Stored items from a collection
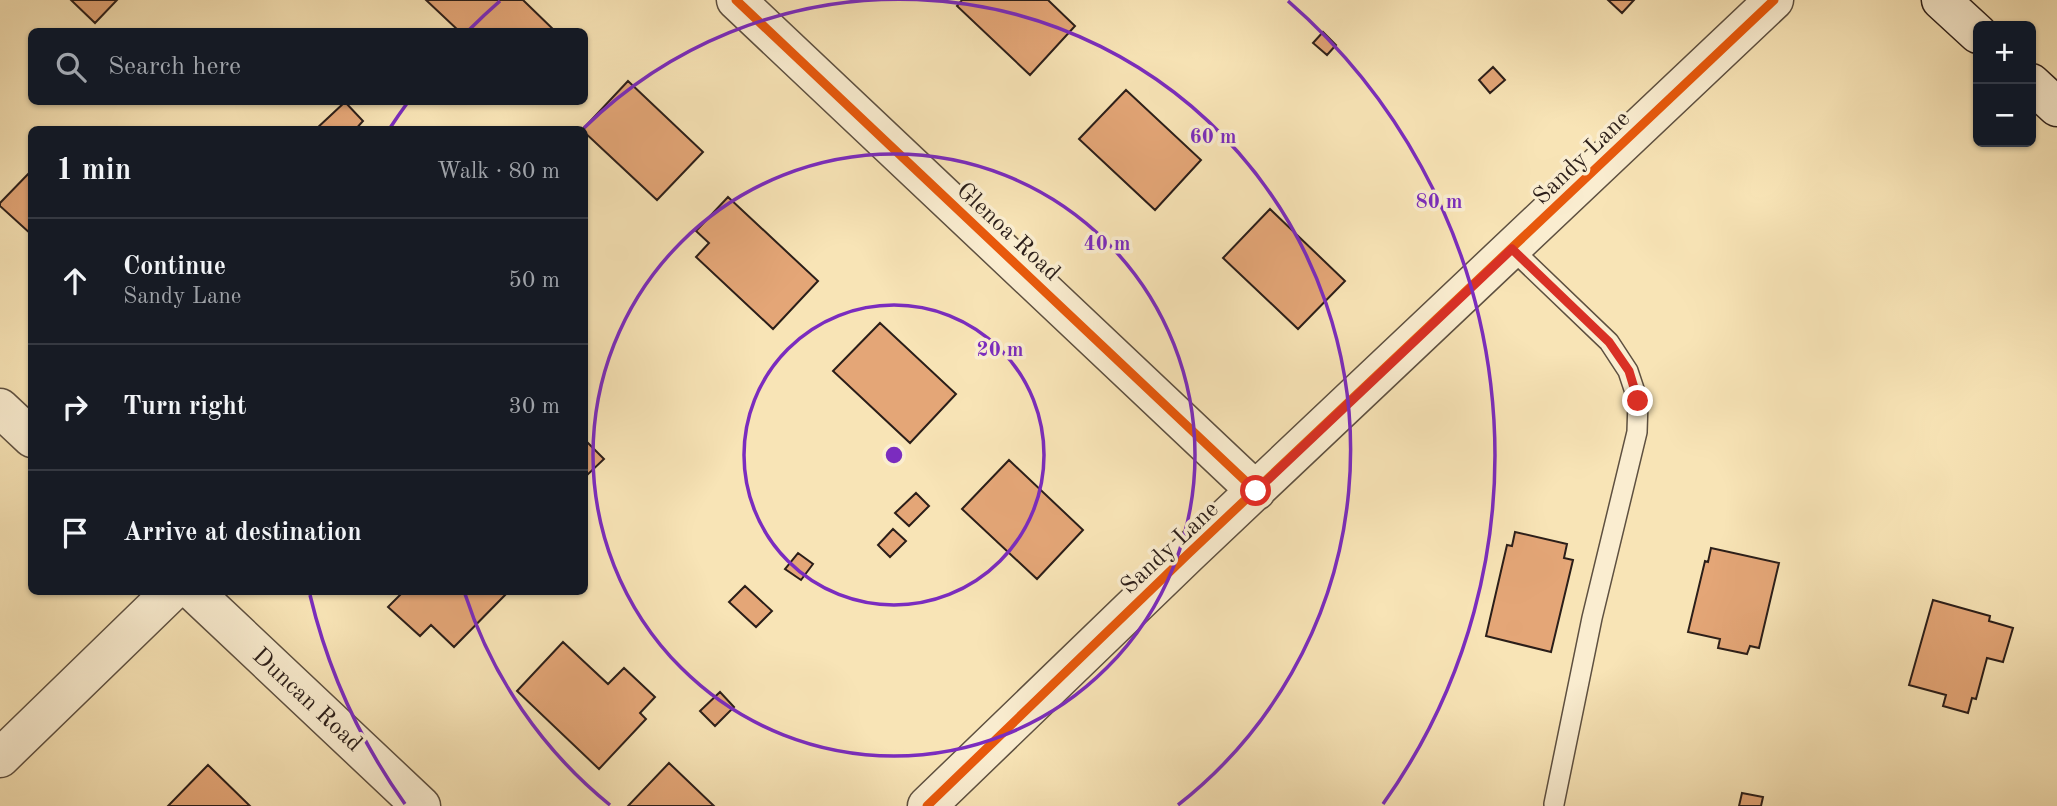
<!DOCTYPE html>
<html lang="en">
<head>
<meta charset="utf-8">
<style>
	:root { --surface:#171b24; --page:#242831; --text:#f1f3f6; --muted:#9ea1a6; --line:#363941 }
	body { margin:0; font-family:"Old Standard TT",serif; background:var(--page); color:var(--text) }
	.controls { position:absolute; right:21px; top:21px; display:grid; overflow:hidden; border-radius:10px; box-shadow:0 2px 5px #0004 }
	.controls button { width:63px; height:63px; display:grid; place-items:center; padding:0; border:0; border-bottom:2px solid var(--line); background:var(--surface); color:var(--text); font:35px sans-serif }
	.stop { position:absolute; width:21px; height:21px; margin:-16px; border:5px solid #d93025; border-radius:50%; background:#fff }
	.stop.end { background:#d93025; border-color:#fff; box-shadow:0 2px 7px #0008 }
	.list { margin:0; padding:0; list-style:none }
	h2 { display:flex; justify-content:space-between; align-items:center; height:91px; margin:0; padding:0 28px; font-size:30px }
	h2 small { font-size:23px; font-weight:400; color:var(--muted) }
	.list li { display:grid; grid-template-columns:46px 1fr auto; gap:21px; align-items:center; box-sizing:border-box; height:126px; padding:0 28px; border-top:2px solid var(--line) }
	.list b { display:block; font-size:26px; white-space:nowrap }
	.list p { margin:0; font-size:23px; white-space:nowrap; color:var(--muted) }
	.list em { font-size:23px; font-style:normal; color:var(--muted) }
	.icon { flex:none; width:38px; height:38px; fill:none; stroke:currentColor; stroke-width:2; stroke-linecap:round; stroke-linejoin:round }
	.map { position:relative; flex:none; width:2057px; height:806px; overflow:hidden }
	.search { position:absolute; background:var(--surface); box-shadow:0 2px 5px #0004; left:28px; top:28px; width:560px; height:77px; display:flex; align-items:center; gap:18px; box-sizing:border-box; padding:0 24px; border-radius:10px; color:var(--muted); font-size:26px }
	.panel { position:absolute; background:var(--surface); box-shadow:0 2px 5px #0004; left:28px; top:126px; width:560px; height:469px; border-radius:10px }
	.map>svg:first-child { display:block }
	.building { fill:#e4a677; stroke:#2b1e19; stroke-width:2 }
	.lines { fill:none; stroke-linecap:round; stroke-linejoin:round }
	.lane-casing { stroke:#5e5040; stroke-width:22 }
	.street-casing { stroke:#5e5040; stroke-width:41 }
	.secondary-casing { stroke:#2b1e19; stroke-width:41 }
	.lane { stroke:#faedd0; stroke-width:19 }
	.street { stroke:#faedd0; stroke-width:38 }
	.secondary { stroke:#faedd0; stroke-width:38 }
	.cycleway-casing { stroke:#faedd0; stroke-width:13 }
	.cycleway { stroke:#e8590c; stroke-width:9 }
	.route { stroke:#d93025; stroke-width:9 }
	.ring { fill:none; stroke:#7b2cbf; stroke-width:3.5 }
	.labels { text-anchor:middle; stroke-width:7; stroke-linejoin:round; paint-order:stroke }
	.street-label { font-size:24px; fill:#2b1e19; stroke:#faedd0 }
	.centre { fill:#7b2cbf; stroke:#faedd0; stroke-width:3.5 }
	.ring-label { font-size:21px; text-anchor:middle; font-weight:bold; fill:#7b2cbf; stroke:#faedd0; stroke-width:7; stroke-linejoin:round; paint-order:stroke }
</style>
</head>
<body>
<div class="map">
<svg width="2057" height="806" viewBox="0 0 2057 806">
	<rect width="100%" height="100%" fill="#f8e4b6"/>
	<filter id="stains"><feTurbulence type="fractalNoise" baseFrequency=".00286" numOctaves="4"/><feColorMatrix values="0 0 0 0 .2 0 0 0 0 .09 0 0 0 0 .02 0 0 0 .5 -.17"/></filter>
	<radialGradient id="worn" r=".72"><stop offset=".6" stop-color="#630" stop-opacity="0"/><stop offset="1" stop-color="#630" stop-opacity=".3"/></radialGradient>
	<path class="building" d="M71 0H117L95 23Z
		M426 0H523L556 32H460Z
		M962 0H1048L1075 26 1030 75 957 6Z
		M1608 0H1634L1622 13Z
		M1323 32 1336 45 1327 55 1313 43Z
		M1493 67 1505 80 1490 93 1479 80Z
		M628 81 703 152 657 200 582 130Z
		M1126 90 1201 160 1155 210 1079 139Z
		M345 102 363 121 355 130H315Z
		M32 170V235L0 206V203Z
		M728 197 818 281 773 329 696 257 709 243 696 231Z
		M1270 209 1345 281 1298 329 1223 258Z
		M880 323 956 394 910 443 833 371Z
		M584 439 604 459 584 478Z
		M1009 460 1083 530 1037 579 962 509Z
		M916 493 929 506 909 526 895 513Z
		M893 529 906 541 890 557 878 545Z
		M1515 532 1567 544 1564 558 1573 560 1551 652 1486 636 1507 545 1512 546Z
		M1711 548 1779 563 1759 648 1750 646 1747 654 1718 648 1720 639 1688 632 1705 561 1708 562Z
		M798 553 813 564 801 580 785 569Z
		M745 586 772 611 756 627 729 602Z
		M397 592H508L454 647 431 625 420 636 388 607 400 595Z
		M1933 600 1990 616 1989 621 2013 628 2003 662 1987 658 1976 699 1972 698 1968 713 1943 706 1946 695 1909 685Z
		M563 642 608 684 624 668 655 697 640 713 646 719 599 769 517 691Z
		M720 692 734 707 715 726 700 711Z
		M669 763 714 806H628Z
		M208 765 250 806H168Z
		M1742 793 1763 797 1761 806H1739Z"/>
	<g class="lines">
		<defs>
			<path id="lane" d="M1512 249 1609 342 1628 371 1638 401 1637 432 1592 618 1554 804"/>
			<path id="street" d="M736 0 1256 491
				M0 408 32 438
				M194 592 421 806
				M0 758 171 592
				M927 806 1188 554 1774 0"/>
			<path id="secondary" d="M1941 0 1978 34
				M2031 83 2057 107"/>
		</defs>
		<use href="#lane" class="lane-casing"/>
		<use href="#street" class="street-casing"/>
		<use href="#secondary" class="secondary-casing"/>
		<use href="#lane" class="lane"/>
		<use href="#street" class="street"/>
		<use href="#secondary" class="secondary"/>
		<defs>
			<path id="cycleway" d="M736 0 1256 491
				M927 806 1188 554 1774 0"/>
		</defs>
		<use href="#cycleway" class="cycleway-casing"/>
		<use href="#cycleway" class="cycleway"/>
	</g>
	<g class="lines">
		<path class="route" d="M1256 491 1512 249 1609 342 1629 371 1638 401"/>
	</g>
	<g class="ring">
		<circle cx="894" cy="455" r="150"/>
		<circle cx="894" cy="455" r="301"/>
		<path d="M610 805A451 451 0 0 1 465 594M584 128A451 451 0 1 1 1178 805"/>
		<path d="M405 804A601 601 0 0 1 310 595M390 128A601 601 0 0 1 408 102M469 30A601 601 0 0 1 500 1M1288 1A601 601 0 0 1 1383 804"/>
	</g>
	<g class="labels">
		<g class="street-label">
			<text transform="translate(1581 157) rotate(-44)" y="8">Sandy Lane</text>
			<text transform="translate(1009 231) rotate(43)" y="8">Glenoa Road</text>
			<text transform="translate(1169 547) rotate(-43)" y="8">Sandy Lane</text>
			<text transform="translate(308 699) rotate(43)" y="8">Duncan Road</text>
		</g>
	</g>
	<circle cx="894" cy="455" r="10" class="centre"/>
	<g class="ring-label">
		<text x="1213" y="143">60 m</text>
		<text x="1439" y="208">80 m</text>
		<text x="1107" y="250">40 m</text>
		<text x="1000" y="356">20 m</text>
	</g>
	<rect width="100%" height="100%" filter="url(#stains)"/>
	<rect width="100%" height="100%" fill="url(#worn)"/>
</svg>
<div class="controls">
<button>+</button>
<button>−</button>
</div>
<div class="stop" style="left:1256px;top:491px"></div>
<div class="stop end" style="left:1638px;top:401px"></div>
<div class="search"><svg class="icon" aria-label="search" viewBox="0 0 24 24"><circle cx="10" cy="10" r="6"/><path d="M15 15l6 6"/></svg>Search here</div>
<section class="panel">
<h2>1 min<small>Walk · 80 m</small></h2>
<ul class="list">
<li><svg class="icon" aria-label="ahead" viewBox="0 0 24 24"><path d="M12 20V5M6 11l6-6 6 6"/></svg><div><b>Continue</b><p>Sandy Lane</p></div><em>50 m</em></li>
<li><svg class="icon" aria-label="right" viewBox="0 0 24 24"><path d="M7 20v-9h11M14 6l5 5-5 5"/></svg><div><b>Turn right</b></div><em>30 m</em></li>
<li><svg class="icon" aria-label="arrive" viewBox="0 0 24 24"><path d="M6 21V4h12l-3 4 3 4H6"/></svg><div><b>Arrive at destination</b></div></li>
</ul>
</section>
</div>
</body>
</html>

- **AIM OF THE EXERCISE**:
Leave the pictures out and repeat exactly the lines from the beginning of the records to the line bearing "background:#d93025; border-color:#fff; box-shadow:0", both ends counted.

- **PROBLEM SOLUTION**:
<!DOCTYPE html>
<html lang="en">
<head>
<meta charset="utf-8">
<style>
	:root { --surface:#171b24; --page:#242831; --text:#f1f3f6; --muted:#9ea1a6; --line:#363941 }
	body { margin:0; font-family:"Old Standard TT",serif; background:var(--page); color:var(--text) }
	.controls { position:absolute; right:21px; top:21px; display:grid; overflow:hidden; border-radius:10px; box-shadow:0 2px 5px #0004 }
	.controls button { width:63px; height:63px; display:grid; place-items:center; padding:0; border:0; border-bottom:2px solid var(--line); background:var(--surface); color:var(--text); font:35px sans-serif }
	.stop { position:absolute; width:21px; height:21px; margin:-16px; border:5px solid #d93025; border-radius:50%; background:#fff }
	.stop.end { background:#d93025; border-color:#fff; box-shadow:0 2px 7px #0008 }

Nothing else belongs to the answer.